### WHAT THE TASK ASKS
For the listing below, report all lines that hold the word "absolute".
= Beginning of Section =
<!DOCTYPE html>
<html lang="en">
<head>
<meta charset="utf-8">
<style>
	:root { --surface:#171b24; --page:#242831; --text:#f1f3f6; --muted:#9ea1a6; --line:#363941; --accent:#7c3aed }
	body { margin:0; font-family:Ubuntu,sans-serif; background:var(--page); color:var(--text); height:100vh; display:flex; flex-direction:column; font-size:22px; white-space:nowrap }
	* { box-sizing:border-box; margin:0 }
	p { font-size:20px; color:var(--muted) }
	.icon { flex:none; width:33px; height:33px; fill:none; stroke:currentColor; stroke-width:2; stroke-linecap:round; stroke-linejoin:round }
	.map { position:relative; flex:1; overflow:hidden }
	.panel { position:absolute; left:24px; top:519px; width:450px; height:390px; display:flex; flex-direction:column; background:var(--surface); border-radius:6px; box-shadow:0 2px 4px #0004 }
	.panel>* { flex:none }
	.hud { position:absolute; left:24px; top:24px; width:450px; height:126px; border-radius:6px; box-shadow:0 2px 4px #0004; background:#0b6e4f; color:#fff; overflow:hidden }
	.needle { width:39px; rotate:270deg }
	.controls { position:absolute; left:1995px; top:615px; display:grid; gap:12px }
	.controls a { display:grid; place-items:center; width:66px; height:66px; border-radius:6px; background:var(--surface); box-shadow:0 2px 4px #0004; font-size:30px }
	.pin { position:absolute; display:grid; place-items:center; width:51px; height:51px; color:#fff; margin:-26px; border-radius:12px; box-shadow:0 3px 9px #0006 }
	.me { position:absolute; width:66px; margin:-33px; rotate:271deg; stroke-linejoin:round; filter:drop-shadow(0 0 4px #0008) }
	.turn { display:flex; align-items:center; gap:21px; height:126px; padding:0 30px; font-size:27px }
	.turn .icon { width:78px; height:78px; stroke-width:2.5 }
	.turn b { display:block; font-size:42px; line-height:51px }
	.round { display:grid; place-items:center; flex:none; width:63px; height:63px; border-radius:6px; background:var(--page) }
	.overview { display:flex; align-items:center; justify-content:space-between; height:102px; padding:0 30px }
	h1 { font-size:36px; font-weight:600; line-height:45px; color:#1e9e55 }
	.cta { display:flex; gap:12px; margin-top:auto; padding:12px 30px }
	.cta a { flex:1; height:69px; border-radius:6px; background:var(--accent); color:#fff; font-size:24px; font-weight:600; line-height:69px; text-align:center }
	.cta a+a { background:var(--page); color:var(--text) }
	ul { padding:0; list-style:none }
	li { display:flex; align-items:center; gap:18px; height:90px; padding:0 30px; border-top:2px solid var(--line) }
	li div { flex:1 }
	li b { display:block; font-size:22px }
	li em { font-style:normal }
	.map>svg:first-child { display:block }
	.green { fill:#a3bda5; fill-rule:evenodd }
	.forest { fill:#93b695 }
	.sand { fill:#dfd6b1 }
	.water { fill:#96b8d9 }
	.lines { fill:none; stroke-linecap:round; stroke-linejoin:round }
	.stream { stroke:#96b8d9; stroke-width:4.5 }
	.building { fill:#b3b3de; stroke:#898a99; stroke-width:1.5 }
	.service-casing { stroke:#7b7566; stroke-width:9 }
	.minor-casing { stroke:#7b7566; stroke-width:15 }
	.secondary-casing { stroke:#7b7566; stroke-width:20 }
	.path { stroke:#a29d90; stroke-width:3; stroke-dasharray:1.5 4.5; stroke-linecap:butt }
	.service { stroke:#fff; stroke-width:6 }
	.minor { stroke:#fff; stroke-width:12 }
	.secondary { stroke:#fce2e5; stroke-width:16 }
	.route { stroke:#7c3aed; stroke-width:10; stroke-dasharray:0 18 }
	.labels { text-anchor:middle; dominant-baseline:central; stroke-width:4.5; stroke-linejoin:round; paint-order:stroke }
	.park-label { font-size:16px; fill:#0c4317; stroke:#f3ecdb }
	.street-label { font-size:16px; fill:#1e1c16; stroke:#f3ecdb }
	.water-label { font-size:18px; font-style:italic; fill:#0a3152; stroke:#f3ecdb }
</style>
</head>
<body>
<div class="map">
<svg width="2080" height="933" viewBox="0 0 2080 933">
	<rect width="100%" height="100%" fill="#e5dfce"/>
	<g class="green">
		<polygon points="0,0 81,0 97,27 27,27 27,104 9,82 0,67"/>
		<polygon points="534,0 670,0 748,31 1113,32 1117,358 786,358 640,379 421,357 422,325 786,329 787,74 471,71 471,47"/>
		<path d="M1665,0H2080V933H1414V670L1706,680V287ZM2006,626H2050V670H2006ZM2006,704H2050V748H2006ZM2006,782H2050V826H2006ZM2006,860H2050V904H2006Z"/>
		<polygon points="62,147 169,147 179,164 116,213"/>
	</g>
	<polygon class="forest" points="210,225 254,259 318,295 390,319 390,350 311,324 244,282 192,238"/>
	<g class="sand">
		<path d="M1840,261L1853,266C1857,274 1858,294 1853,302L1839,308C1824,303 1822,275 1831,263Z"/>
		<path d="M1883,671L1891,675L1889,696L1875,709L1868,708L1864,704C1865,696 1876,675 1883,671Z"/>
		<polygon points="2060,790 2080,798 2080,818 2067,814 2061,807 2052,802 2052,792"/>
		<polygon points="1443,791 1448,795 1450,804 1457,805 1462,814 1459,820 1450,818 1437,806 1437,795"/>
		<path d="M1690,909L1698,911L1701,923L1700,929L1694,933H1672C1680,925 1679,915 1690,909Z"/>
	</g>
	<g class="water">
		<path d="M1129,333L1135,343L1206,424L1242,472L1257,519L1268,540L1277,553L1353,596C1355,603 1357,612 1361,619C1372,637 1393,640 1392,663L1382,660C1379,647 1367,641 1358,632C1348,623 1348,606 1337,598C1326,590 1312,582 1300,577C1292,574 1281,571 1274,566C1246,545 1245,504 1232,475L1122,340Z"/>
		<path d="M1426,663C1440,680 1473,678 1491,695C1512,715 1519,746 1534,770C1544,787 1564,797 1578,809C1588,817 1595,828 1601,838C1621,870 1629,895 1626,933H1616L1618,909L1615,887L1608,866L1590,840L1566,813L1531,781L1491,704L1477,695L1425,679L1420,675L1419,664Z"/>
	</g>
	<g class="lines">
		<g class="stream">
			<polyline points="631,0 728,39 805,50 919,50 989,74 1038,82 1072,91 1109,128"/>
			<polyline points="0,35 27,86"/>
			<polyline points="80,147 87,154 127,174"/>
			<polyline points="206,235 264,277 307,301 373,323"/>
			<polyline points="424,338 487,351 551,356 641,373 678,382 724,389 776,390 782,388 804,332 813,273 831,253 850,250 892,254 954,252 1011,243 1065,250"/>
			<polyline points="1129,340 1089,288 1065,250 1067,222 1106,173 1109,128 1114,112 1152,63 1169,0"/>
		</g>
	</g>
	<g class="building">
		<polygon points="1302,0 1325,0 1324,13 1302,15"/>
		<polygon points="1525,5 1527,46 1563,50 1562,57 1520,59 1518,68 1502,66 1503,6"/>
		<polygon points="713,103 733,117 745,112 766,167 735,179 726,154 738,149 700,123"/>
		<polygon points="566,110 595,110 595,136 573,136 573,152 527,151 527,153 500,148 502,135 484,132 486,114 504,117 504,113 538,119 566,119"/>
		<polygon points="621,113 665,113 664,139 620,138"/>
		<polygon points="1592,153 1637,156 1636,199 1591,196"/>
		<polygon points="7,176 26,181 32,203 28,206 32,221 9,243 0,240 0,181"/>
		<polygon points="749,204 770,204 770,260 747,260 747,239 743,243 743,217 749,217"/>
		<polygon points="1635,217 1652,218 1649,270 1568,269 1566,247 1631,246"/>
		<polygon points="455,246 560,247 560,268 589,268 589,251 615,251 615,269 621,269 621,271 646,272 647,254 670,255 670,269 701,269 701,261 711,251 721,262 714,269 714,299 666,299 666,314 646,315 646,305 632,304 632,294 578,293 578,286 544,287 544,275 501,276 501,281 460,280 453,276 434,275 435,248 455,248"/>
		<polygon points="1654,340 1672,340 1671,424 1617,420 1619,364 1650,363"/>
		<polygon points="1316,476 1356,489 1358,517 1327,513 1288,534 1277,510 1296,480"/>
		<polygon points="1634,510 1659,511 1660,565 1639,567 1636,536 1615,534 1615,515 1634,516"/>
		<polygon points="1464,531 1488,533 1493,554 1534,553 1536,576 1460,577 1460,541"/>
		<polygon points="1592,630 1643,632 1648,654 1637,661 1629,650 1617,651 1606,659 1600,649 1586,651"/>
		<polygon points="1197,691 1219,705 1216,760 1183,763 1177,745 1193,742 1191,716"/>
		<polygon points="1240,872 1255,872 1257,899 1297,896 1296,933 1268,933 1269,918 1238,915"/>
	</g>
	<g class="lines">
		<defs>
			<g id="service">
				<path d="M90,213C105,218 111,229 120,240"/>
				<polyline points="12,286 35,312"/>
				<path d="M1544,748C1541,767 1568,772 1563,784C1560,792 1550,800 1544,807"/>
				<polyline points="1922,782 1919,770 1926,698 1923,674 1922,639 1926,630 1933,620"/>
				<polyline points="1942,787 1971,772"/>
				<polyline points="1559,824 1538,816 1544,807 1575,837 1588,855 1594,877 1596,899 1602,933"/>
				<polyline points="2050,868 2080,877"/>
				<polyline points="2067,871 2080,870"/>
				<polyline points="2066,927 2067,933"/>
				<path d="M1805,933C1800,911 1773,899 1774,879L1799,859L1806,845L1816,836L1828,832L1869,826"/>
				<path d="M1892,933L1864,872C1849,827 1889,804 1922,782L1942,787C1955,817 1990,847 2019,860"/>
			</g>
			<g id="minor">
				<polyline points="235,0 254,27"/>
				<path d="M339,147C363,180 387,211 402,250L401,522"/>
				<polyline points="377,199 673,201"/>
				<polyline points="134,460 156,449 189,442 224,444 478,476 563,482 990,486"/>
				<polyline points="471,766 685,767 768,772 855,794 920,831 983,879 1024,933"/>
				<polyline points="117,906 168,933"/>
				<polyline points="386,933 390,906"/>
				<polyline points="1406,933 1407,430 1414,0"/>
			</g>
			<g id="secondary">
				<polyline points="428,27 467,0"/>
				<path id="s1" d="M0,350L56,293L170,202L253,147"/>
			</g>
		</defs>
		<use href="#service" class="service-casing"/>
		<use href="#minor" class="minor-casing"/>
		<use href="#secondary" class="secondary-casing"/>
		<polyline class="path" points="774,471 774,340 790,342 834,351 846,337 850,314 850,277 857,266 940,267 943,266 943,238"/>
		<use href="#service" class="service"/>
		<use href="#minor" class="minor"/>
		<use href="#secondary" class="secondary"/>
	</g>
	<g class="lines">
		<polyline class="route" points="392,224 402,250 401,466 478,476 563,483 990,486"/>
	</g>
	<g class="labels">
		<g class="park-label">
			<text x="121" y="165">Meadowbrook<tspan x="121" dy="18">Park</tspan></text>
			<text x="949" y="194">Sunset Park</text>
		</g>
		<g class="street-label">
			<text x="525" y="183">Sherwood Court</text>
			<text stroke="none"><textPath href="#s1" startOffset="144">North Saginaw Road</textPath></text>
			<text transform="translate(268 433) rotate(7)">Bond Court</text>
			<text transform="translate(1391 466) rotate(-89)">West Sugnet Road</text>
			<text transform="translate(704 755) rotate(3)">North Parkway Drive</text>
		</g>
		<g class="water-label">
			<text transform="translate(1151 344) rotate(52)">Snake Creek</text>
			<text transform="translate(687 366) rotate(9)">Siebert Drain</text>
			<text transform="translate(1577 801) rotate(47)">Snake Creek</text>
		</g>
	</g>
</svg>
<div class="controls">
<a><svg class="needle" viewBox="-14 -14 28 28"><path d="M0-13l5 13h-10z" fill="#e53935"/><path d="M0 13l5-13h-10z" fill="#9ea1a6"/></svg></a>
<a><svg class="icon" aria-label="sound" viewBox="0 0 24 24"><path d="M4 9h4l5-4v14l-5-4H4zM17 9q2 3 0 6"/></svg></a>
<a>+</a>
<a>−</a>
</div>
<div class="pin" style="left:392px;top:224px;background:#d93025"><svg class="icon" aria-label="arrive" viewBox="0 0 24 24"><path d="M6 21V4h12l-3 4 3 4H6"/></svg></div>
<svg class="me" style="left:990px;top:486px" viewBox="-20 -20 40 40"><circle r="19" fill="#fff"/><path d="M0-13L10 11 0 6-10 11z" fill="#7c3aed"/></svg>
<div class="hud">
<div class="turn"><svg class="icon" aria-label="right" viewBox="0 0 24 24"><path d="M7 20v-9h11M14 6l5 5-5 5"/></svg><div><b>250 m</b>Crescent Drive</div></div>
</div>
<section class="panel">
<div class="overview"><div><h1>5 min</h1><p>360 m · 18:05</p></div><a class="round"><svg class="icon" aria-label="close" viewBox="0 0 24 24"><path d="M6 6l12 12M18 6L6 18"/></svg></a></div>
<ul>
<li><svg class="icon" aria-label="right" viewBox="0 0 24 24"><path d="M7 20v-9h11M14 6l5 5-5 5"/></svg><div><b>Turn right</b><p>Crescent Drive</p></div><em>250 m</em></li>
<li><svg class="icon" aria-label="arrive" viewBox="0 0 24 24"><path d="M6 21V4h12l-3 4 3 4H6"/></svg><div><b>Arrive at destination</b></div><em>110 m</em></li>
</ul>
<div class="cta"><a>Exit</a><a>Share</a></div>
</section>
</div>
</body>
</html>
= End of Section =
### RESULT
	.panel { position:absolute; left:24px; top:519px; width:450px; height:390px; display:flex; flex-direction:column; background:var(--surface); border-radius:6px; box-shadow:0 2px 4px #0004 }
	.hud { position:absolute; left:24px; top:24px; width:450px; height:126px; border-radius:6px; box-shadow:0 2px 4px #0004; background:#0b6e4f; color:#fff; overflow:hidden }
	.controls { position:absolute; left:1995px; top:615px; display:grid; gap:12px }
	.pin { position:absolute; display:grid; place-items:center; width:51px; height:51px; color:#fff; margin:-26px; border-radius:12px; box-shadow:0 3px 9px #0006 }
	.me { position:absolute; width:66px; margin:-33px; rotate:271deg; stroke-linejoin:round; filter:drop-shadow(0 0 4px #0008) }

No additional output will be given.